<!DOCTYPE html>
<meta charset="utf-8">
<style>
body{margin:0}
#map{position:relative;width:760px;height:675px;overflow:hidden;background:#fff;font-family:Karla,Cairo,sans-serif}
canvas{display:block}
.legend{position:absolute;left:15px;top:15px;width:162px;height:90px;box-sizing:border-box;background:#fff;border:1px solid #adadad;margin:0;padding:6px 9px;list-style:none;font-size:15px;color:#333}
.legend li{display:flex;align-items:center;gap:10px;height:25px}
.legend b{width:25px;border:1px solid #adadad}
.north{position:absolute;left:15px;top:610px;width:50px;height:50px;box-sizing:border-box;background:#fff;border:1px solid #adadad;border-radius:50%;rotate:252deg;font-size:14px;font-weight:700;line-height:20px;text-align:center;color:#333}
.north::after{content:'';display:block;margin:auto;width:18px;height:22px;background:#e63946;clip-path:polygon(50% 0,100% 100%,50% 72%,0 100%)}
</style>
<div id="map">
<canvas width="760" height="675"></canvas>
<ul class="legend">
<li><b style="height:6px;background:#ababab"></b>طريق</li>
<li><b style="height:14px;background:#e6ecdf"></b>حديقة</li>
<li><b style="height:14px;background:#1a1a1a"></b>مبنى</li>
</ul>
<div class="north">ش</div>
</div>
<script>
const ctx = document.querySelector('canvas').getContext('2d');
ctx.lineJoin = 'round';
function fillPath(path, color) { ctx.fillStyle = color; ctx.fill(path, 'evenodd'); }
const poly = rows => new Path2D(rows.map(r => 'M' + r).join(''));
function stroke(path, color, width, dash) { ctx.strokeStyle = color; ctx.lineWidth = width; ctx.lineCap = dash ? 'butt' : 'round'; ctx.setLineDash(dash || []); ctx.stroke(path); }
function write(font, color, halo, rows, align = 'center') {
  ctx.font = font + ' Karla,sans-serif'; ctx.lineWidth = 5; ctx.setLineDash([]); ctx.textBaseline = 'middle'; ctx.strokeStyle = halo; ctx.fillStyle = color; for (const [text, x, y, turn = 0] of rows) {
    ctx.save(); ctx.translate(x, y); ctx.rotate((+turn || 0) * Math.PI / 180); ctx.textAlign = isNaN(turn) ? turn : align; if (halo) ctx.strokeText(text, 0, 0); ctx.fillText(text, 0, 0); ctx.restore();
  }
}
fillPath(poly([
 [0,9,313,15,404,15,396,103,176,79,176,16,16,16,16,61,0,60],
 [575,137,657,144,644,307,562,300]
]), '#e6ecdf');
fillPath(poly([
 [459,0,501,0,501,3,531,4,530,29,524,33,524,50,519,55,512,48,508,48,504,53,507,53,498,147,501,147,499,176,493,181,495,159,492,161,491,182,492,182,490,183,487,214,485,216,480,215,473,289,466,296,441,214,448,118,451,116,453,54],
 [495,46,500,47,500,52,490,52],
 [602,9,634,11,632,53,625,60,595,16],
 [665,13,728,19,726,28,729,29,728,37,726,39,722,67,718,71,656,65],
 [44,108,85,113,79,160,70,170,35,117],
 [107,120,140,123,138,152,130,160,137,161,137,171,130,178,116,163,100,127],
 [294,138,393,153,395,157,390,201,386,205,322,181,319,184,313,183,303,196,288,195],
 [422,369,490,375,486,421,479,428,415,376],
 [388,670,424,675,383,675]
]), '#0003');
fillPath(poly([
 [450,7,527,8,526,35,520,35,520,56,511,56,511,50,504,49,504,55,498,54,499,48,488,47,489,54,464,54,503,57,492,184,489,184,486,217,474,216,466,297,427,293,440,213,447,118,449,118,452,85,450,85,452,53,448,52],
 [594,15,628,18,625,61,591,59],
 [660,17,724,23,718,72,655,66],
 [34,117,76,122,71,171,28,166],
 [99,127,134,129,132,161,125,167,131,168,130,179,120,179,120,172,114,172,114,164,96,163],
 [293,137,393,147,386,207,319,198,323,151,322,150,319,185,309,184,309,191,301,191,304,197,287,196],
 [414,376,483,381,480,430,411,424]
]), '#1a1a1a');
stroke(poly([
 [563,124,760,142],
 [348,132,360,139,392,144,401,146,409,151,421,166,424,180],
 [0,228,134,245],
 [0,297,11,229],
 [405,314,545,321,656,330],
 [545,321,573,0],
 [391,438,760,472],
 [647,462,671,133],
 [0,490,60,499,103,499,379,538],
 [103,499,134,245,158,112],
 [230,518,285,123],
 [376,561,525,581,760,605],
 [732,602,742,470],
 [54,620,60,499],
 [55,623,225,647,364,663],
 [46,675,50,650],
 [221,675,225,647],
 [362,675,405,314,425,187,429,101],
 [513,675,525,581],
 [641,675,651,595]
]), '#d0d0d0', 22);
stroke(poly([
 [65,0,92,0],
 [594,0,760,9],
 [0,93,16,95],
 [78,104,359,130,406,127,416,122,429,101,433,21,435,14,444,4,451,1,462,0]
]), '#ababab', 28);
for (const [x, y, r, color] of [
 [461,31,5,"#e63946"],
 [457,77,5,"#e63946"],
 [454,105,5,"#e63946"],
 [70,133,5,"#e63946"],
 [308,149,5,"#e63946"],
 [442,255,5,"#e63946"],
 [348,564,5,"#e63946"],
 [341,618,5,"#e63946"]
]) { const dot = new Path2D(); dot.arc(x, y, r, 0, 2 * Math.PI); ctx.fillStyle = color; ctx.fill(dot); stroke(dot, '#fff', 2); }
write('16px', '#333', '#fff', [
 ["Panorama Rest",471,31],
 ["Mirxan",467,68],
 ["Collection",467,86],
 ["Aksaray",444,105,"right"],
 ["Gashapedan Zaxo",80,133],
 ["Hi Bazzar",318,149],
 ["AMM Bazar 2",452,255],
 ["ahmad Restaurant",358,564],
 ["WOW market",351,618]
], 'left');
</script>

━━━━

Exercise details
Scan the data for the word "turn" and copy every line where it shows up.

Your solution
  ctx.font = font + ' Karla,sans-serif'; ctx.lineWidth = 5; ctx.setLineDash([]); ctx.textBaseline = 'middle'; ctx.strokeStyle = halo; ctx.fillStyle = color; for (const [text, x, y, turn = 0] of rows) {
    ctx.save(); ctx.translate(x, y); ctx.rotate((+turn || 0) * Math.PI / 180); ctx.textAlign = isNaN(turn) ? turn : align; if (halo) ctx.strokeText(text, 0, 0); ctx.fillText(text, 0, 0); ctx.restore();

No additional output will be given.